Thursday, February 17, 2011

Million Dollar View

In Potiki, every action taken is to preserve the family and the people you love build your home. Reuben ‘s resistance to attend school is because all he learns in school is “that I’m not somebody, that my ancestors were rubbish and so I’m rubbish too” (74). School becomes a place where the home is torn down when an individual is different. School should be a place of growth in which a valuing of the self occurs, but when “othering” occurs because the home is not good enough for what society says an individual’s growth is stunted.

My home has always resisted on the supports of my family. Though my family is not very big, it is still “something to always remember” (55). There are five of us: one mom, one dad, two brothers, and one sister (me). My brother Kyle, who is four years older than me, was always a trouble maker in school. My mom constantly received phone calls from the principal, and Kyle constantly received pink slips. No matter what Kyle did, he was always in the wrong.

There was one boy in Kyle’s class whom Kyle could not tolerate. If Kyle was Batman, this boy was the Joker. And though I am now close with my brother, I never knew why he thoroughly disliked this individual—though I never asked, until a few years ago. I was reminiscing with my mother about the Pre-K through 8, Catholic school that my brothers and I all attended for ten years of our lives. I brought up the boy in Kyle’s class and my mom told me the story that shaped my brother’s experience:

When my brother was in first grade, this boy came up to Kyle and told my big brother that “his family didn’t belong at this school, because we are poor.” And from that moment on Kyle decided to fight him.

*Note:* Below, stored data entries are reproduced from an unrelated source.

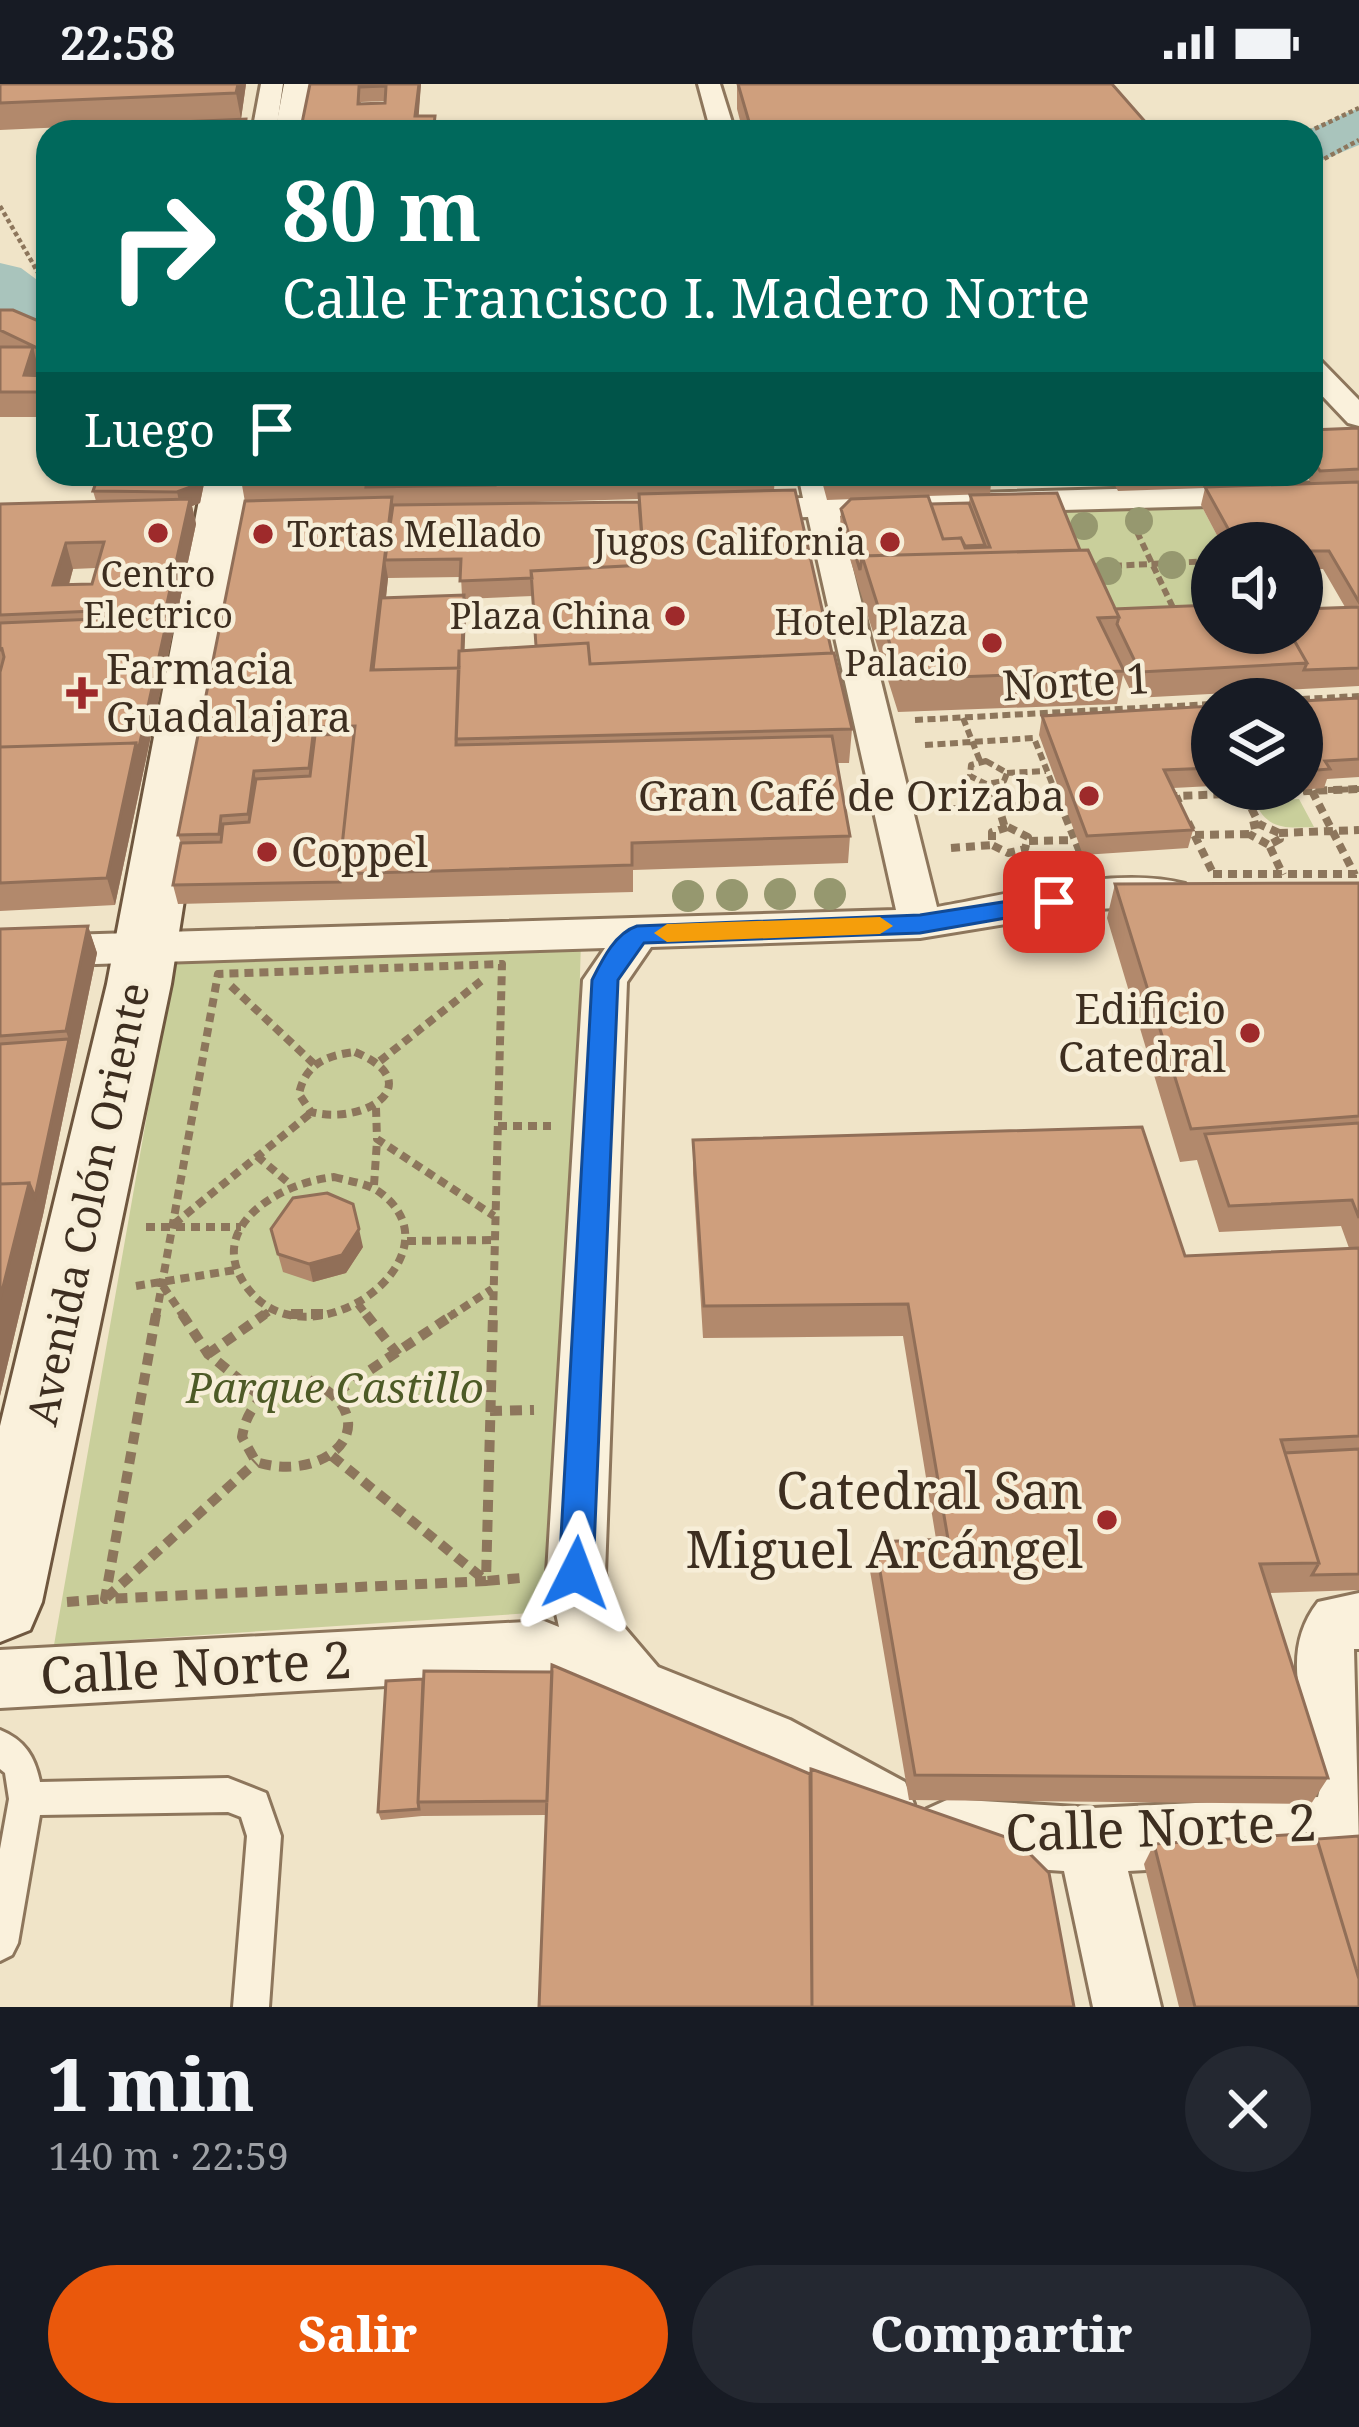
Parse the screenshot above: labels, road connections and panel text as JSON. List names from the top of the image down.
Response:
{
  "streets": {
    "street": ["Avenida Colón Oriente", "Calle Norte 2"],
    "path": ["Norte 1"]
  },
  "parks": ["Parque Castillo"],
  "places": {
    "other": [
      "Centro Electrico",
      "Tortas Mellado",
      "Jugos California",
      "Plaza China",
      "Hotel Plaza Palacio",
      "Gran Café de Orizaba",
      "Coppel",
      "Edificio Catedral",
      "Catedral San Miguel Arcángel"
    ],
    "health": ["Farmacia Guadalajara"]
  },
  "page": {
    "status": "22:58",
    "turn": ["80 m", "Calle Francisco I. Madero Norte"],
    "then": "Luego",
    "heading": ["1 min", "140 m · 22:59"],
    "buttons": ["Salir", "Compartir"]
  }
}
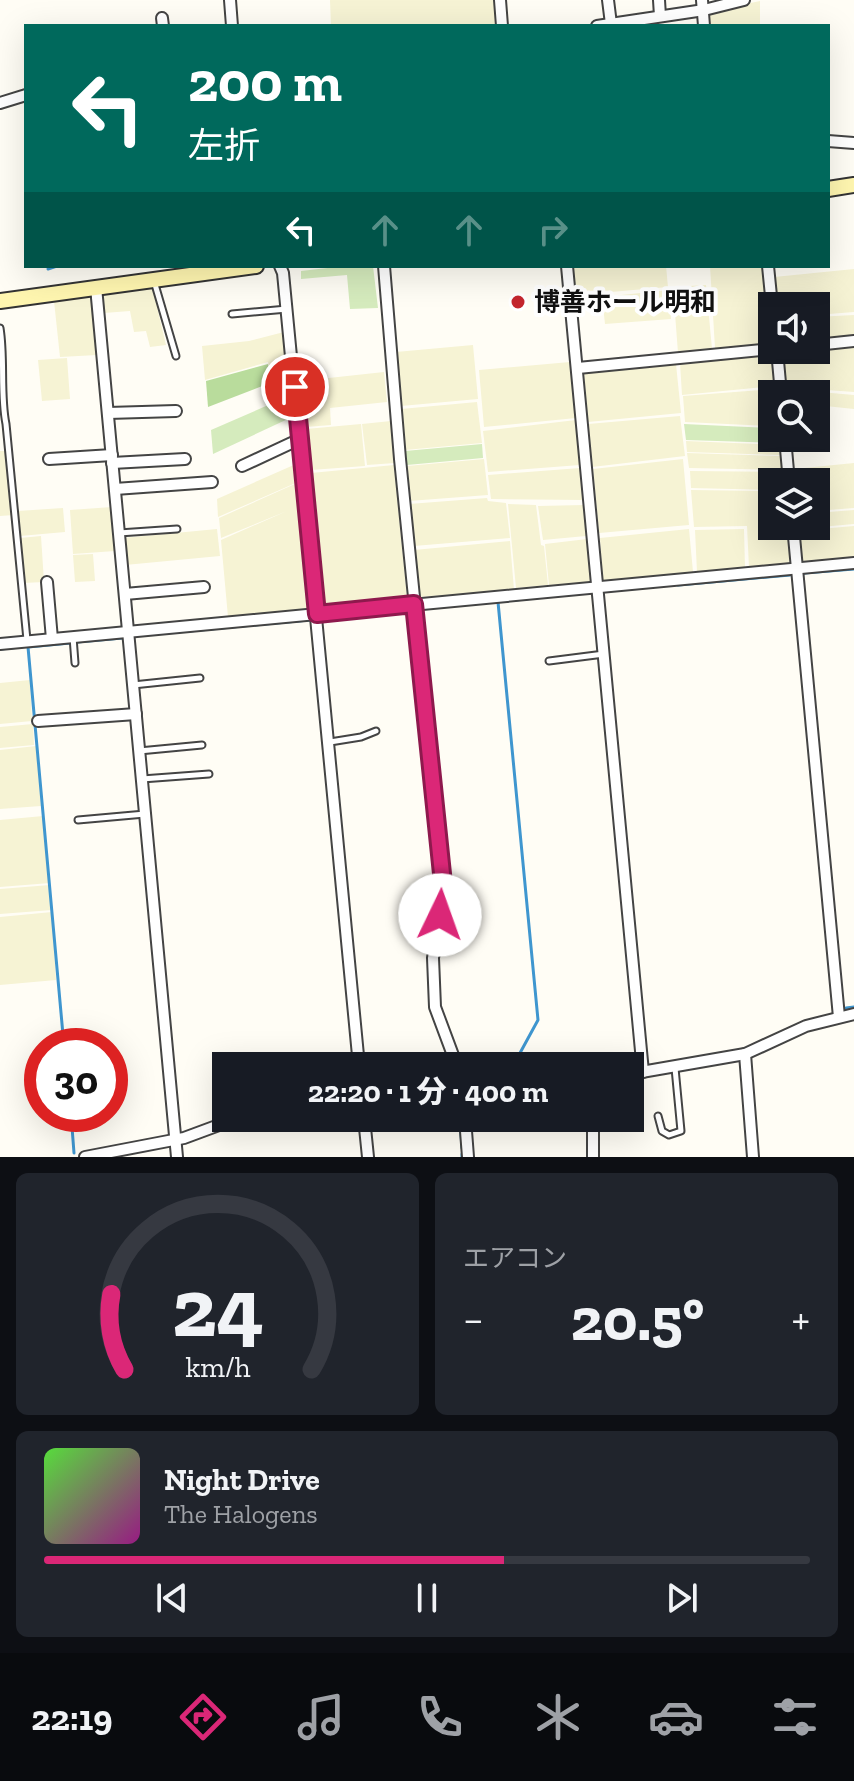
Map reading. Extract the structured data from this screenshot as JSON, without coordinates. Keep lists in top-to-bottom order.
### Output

Hearing this story fifteen years after it happened sickened me. My brother spent his time at school defending his family, though the school setting was a place that told him he was “rubbish” (74). Kyle’s lack of interest in school is completely understandable now that I know the whole story. Children should not be in a place where their family and ancestors are devalued. What truly bothers me about my brother’s experience is not that my family was called poor, people can say whatever they want because I adore my family, what bothers me is that a child said those words. A child was judging people on their material possessions. Society’s failings are in the words that this seven year old boy spoke.

Grace writes “Yet poverty is not a good word. Poverty is destructive too. We didn’t not have real poverty. We had homes and enough good food, or nearly always enough. We had people and land and a good spirit, and work that was important to us all” (108). We cannot define people by money. We cannot take away an individual’s human qualities and replace them with financial wealth. We cannot turn the land and the sea into a “million dollar view” (92). When we begin to define people by money, like the Dollarman, we devalue the human that inside of the individual. We look at people who are materially poor as “a broken race” (102), we see a person who is “decrepit, deranged, deformed” (102). When that boy looked into my brother’s face all he saw was a deformed individual. Grace warns us against writing off a person because they define wealth differently. Grace states that there is “nothing wrong with money as long as we remember it’s food not God. You eat it, not worship it…” (94). The stories an individual tells defines his or her character.

In Potiki, the Mr. Dolman completely disregards “the warmth of past gatherings, and of people that had come and gone, and who gathered now in memory” (88) because when Mr. Dolman looks at Toko and his family all he sees is “a broken race” (102) destroyed by poverty. Mr. Dolman devalues the love of a family because the family is not rich by Dolman’s own materialistic standards. Mr. Dolman ends up removing the identity of a culture and clumping everyone under the category of poor. To Mr. Dolman everyone is “you people” (93), and no one deserve respect.

Grace shows the reader that money leads to a loss of value in an individual’s life. People who are others, and appear to be “broken” aren’t seen as equals but as people to be pitied. When in reality the homes that are created through love are richer than anything money can buy.